Let’s start with defining the question - today, I’m tasked with showing the patterns within the modules relating to where there are high levels of staff commits (i.e people employed by Red Hat within Ansible itself), and everyone else (which we’ll label ‘community’). Note that ‘community’ will still include some Red Hat folks, as we’re a big company and not everyone works on Ansible for the $day-job (there’s a caveat to this, see Appendix 1)

The resulting graphic, as you’ll see, largely speaks for itself, so here it is! Sometimes, a picture really is worth a thousand words…

This is a tree-map - each small circle is a single file in /lib/ansible/modules, and then the larger circles around them are the containing directory, and so on up the tree. The size of the file-circles only is determined from the total number of commits to that file.

I really like this result - apart from the non-colourblind-safe palette of red/blue (I was finding it hard to make a clearer one). It’s a lovely graphic that tells a high-level story at a glance (lots of entirely community-created modules), and some more niche tales as you dive in (e.g. look closely at vmware…).

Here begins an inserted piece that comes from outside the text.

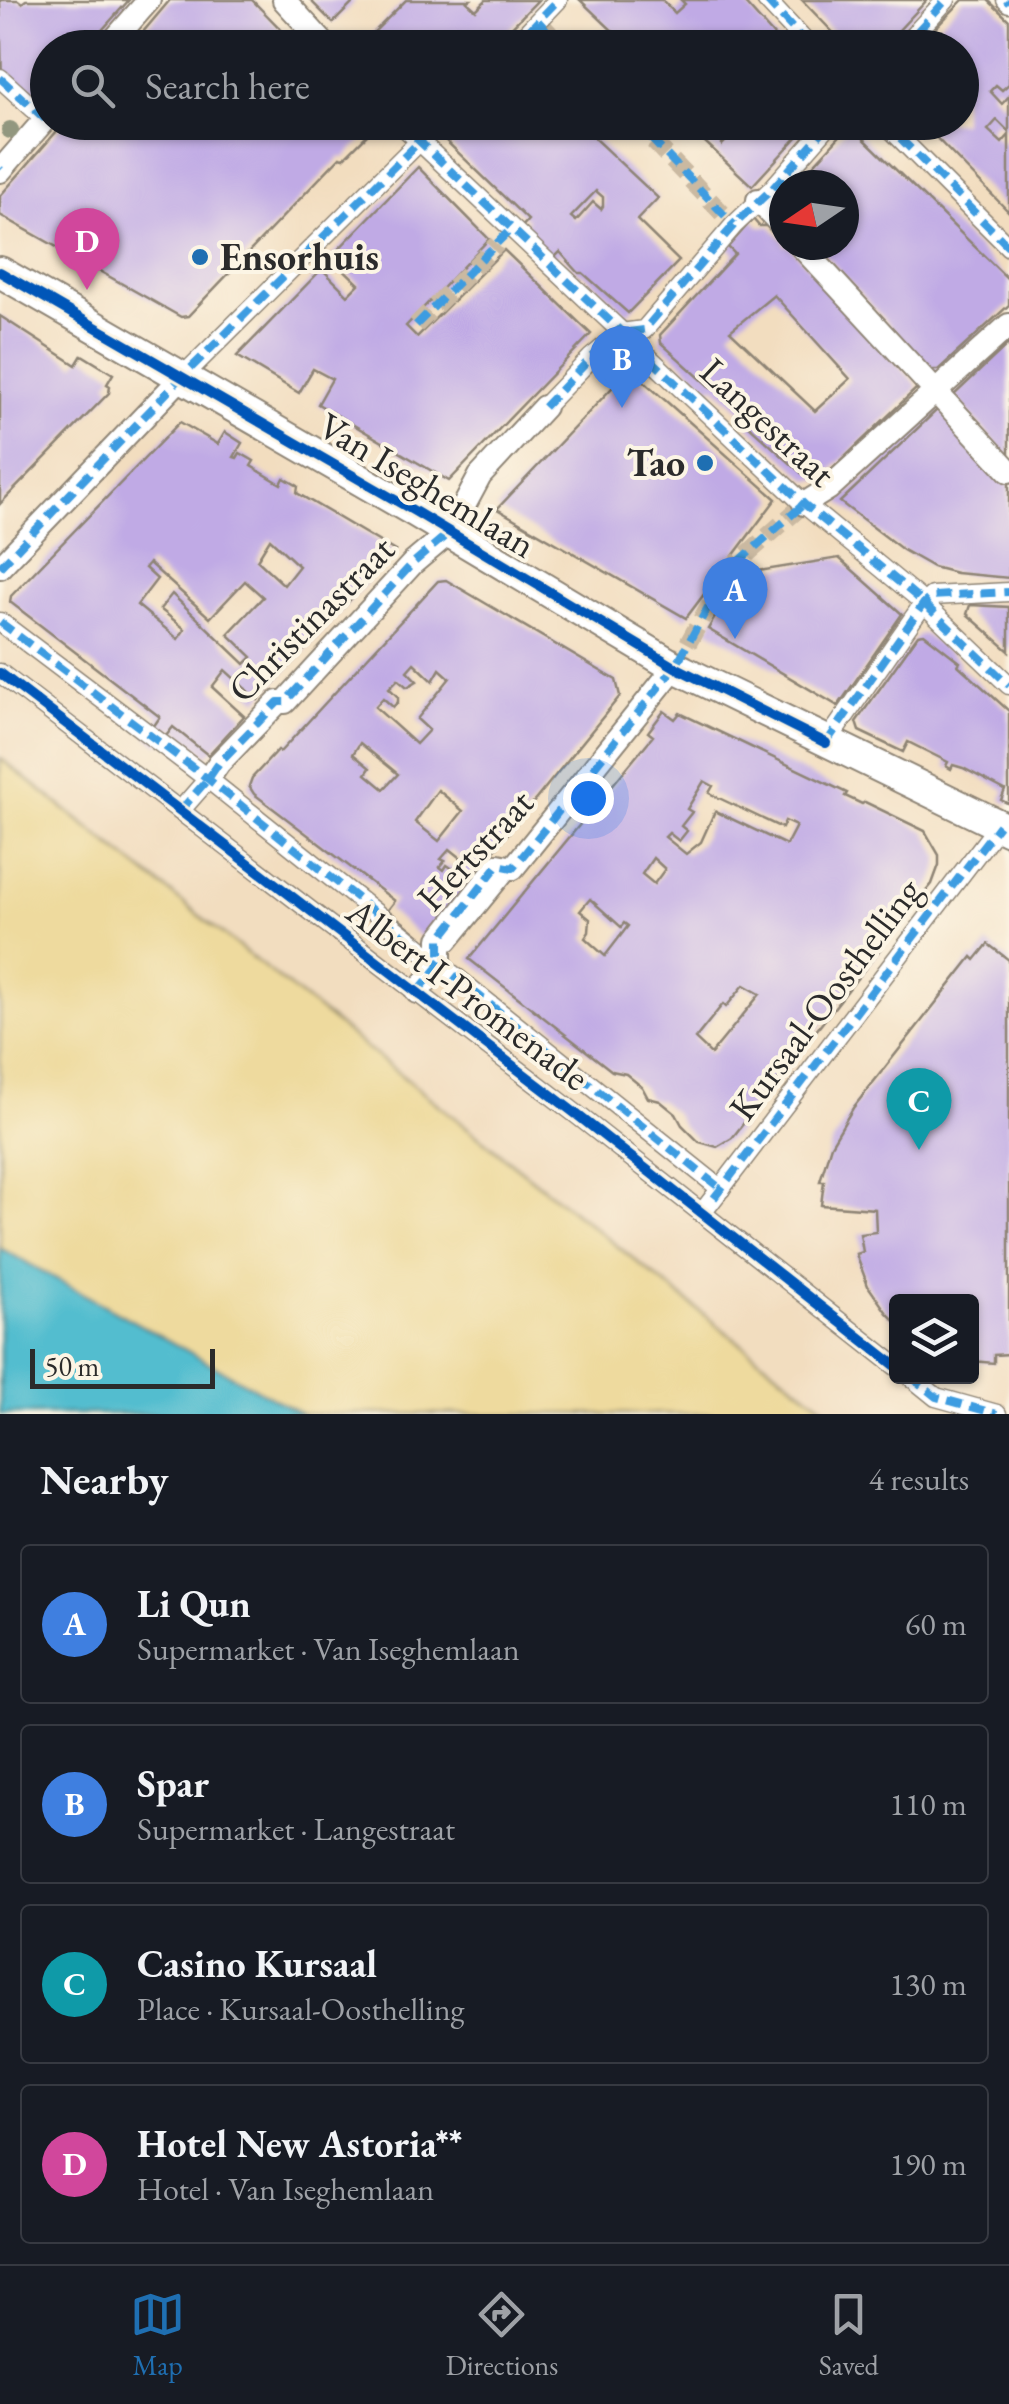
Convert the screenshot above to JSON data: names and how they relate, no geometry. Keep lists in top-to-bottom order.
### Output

So, done? Nah, I don’t write short posts - so, for a change, I’m going to dive into the R code I used to create it, so you can mess about with it yourself :)

Part 0 - Libraries

We need some packages, so I load them here. My greglib package has my staff list in it, so you’ll need to create one of those for yourself if you’re following along :P

library(tidyverse)  # data manipulation
library(greglib)    # staff list
library(ggraph)     # graphing tools
library(data.tree)  # tree mapping tools
library(git2r)      # git cloning
# remotes::install_github('lorenzwalthert/gitsum')
library(gitsum)     # nice log parsing tool

Part 1 - The Data

We’ll need some data, of course. We could use a variety of metrics to determine “contributions” or “content”, but I’m going to keep it simple. We’ll git clone Ansible, and look at the raw Git log itself. We’re going to restrict this to the last 2 years of data - if less, we don’t get more than 1 commit to many files; if more, it’s not representative of the current community.

# Clone if we need to
if (!dir.exists('/tmp/ansible')) {
  # Get detailed data on each commit - takes a few min :)
  gitsum::init_gitsum('/tmp/ansible/', over_write = T)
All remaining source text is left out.